Excellences, Mesdames Messieurs ;

C’est la 1ère fois que nous nous réunissons aujourd’hui pour célébrer la Fête de l’Assemblée Nationale de la République Rwandaise.

Aussi est-il un honneur et un plaisir pour moi, en tant que Président en exercice de cette Institution, de Vous remercier tous d’être venus rehausser de votre présence amicale les festivités qui vont marquer cette journée.

Personne d’entre vous n’ignore que cette date a une autre signification historique : c’est l’anniversaire du 25 septembre 1961, date à laquelle le peuple rwandais a, par referendum, remplacé le régime féodo-colonialiste par un régime démocratique républicain.

Et comme c’était la première fois dans l’histoire du Rwanda que les Représentants de la Nation étaient élus librement au suffrage universel direct — ce qui est l’une des principes caractéristiques du régime démocratique — cette date a été retenue comme « Fête de l’Assemblée Nationale ».

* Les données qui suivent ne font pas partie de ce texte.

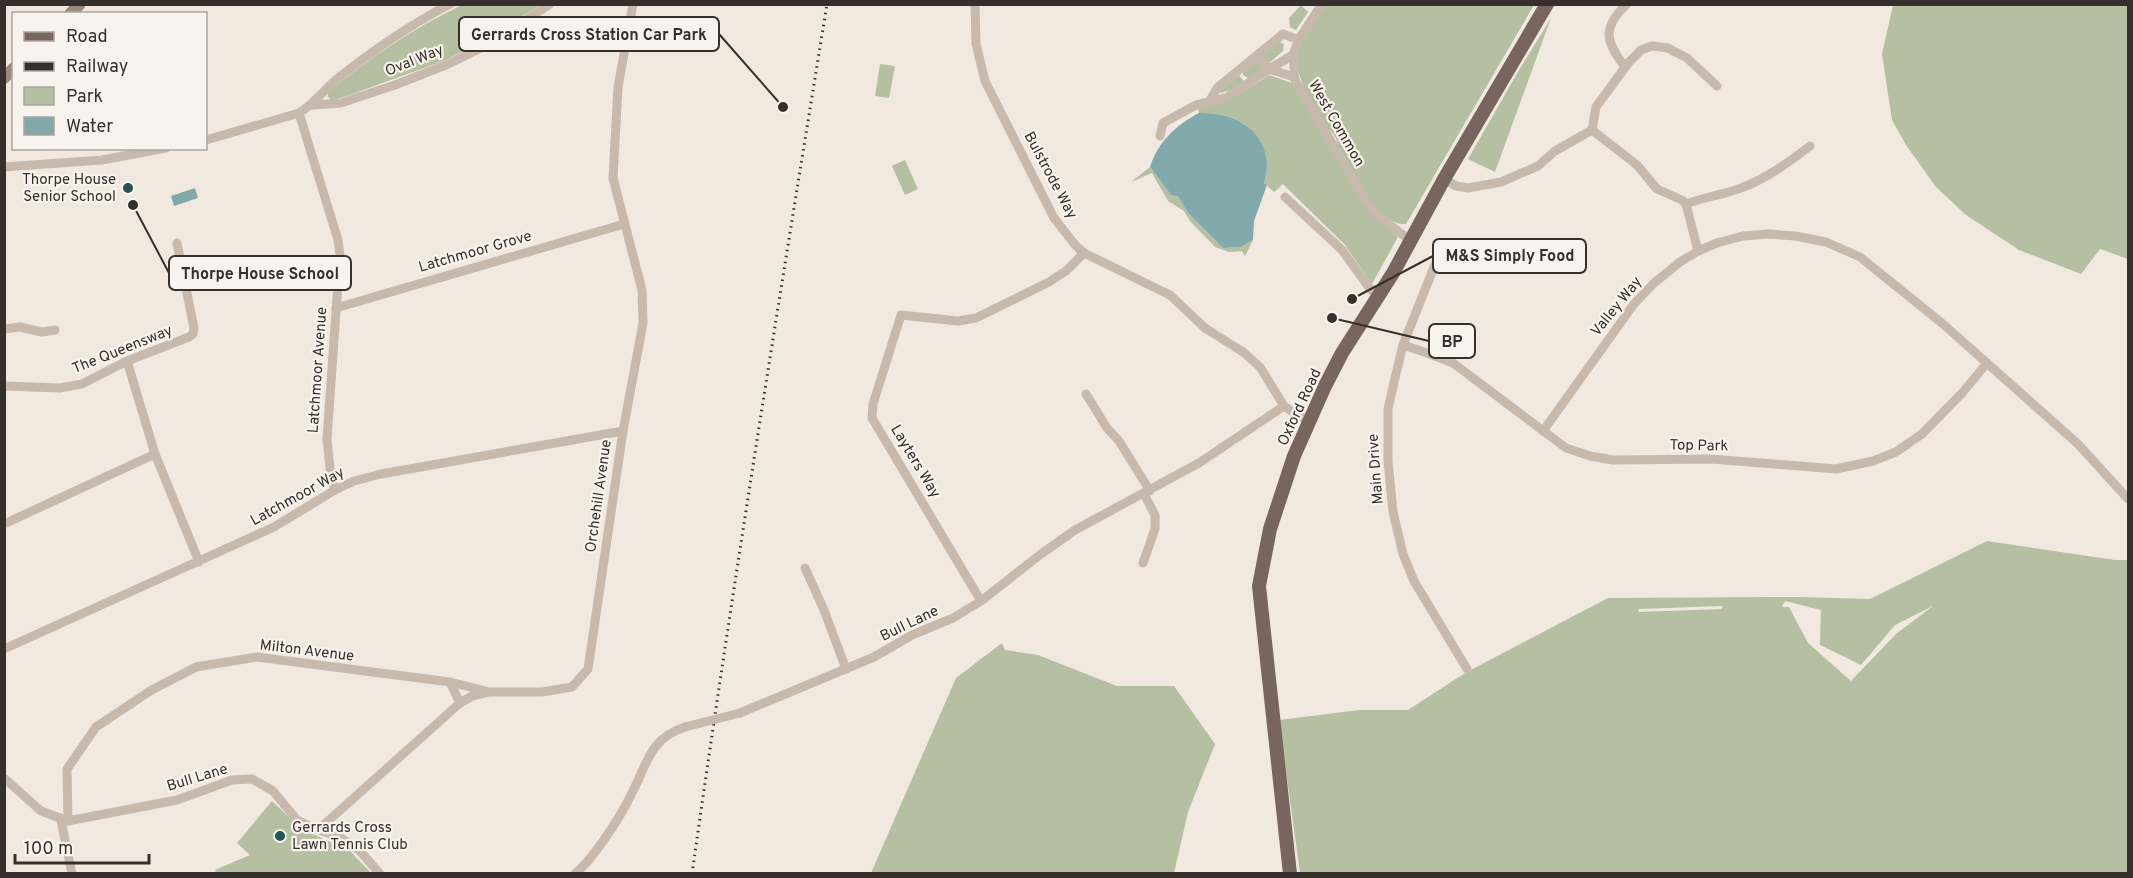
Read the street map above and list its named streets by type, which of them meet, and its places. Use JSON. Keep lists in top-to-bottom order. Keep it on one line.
{"streets":{"main road":["Oxford Road"],"street":["Oval Way","West Common","Bulstrode Way","Latchmoor Grove","Valley Way","The Queensway","Latchmoor Avenue","Top Park","Layters Way","Main Drive","Latchmoor Way","Orchehill Avenue","Bull Lane","Milton Avenue"]},"crossings":[["Oval Way","Latchmoor Avenue"],["West Common","Oxford Road"],["Bulstrode Way","Oxford Road"],["Bulstrode Way","Layters Way"],["Bulstrode Way","Bull Lane"],["Latchmoor Grove","Latchmoor Avenue"],["Latchmoor Grove","Orchehill Avenue"],["Valley Way","Top Park"],["Latchmoor Avenue","Latchmoor Way"],["Top Park","Main Drive"],["Layters Way","Bull Lane"],["Latchmoor Way","Orchehill Avenue"],["Orchehill Avenue","Bull Lane"],["Orchehill Avenue","Milton Avenue"],["Bull Lane","Milton Avenue"]],"places":["Gerrards Cross Station Car Park","Thorpe House Senior School","Thorpe House School","M&S Simply Food","BP","Gerrards Cross Lawn Tennis Club"],"legend":["Road","Railway","Park","Water"],"scale_bar":"100 m"}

Etant donné que nous sommes encore dans la première année, d’une deuxième décennie de la Démocratie au Rwanda, vous me permettrez, aujourd’hui, à l’occasion de cette fête de l’Institution Législative, de vous rappeler le rôle de l’Assemblée Nationale. En effet, ces derniers temps un peu partout dans le monde, même dans le pays de vieille démocratie, on se demande si le Parlement est vraiment nécessaire. C’est pourquoi il m’a semblé utile de vous définir en quelques mots les responsabilités du Député et des électeurs.

Un Pays Démocratique, est un Pays où la souveraineté appartient au peuple, qui l’exerce par ses Représentants élus librement pour le bien-être de la totalité de la population.

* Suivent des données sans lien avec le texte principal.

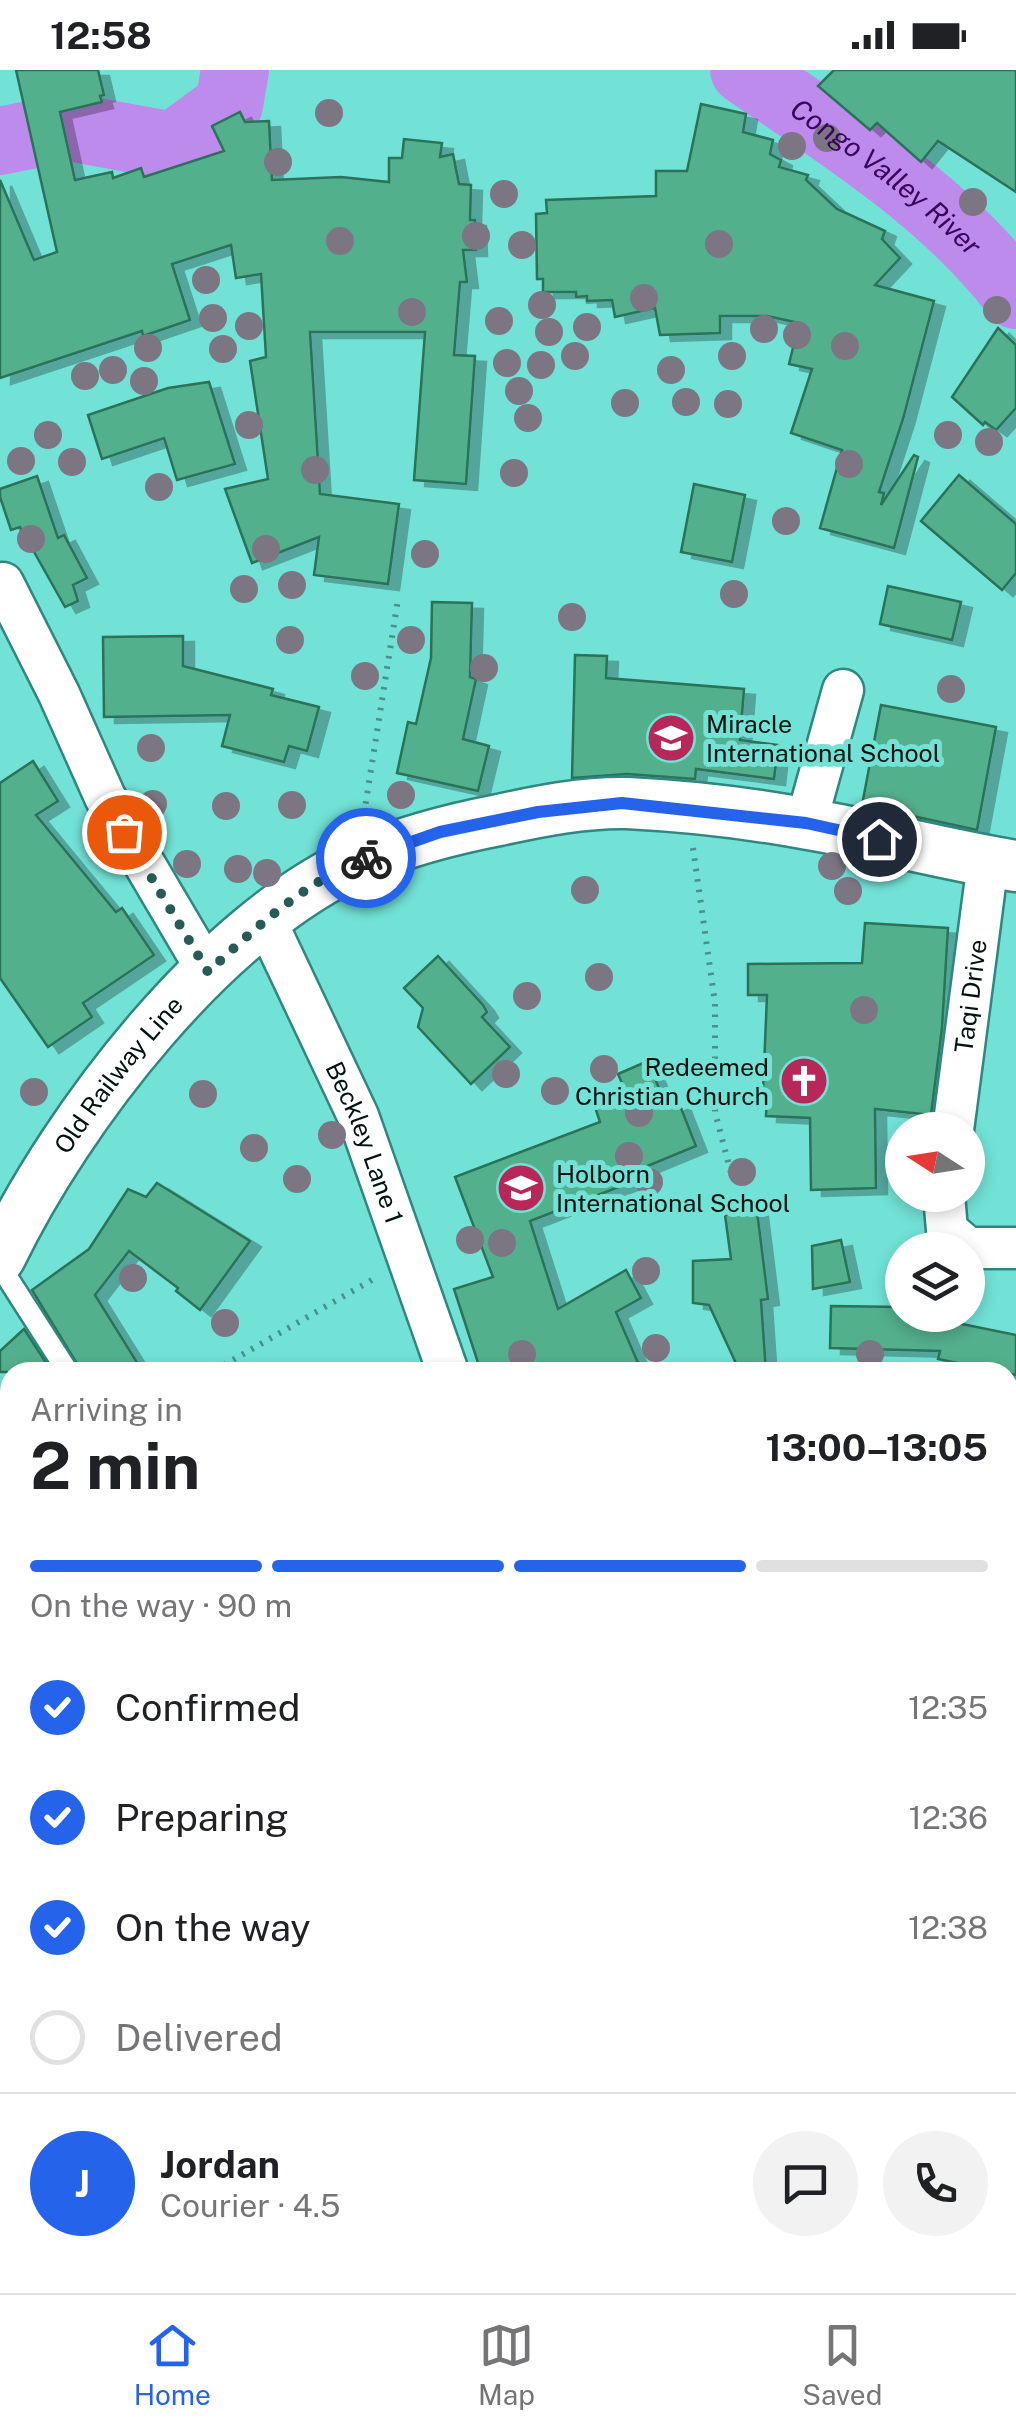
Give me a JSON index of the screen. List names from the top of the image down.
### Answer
{
  "streets": {
    "street": ["Taqi Drive", "Old Railway Line", "Beckley Lane 1"]
  },
  "crossings": [
    ["Taqi Drive", "Old Railway Line"],
    ["Old Railway Line", "Beckley Lane 1"]
  ],
  "water": ["Congo Valley River"],
  "places": {
    "school or university": ["Miracle International School", "Holborn International School"],
    "church": ["Redeemed Christian Church"]
  },
  "north": "left",
  "page": {
    "status": "12:58",
    "heading": ["2 min", "Arriving in", "13:00–13:05"],
    "panel": ["Jordan", "Courier · 4.5"],
    "bar": "On the way · 90 m",
    "list": [
      ["Confirmed", "12:35"],
      ["Preparing", "12:36"],
      ["On the way", "12:38"],
      "Delivered"
    ],
    "round": "J",
    "tabs": ["Home", "Map", "Saved"]
  }
}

Ainsi dans un régime démocratique, tout citoyen, ayant l’âge requis est appelé à exercer la souveraineté, c’est-à-dire le pouvoir suprême de la Nation. Il est cependant comprdensibie que tous les citoyens adultes d’un pays, même d’un pays tout petit et très peu peuplé, ne peuvent pas tous en même temps, par eux-mêmes directement exercer ce pouvoir suprême.

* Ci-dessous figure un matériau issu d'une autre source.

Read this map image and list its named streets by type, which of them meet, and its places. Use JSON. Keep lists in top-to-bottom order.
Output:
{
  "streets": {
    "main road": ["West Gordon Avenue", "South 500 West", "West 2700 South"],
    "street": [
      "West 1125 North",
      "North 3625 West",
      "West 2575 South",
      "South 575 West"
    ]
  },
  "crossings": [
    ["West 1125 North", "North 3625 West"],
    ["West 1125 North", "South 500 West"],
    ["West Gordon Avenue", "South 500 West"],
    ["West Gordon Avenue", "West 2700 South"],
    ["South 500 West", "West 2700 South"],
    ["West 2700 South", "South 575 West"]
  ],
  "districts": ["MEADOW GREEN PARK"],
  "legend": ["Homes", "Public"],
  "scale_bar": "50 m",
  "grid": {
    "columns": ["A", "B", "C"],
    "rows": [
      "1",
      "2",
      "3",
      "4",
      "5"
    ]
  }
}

Aussi dans tous les pays à régime vraiment démocratique existe-t-il des lois qui déterminent le nombre des Représentants du peuple ainsi que les conditions et les modalités de l’organisation de la consultation populaire pour désigner ces Représentants appelés pour assurer, durant une période donnée, l’exercice de la souveraineté du peuple.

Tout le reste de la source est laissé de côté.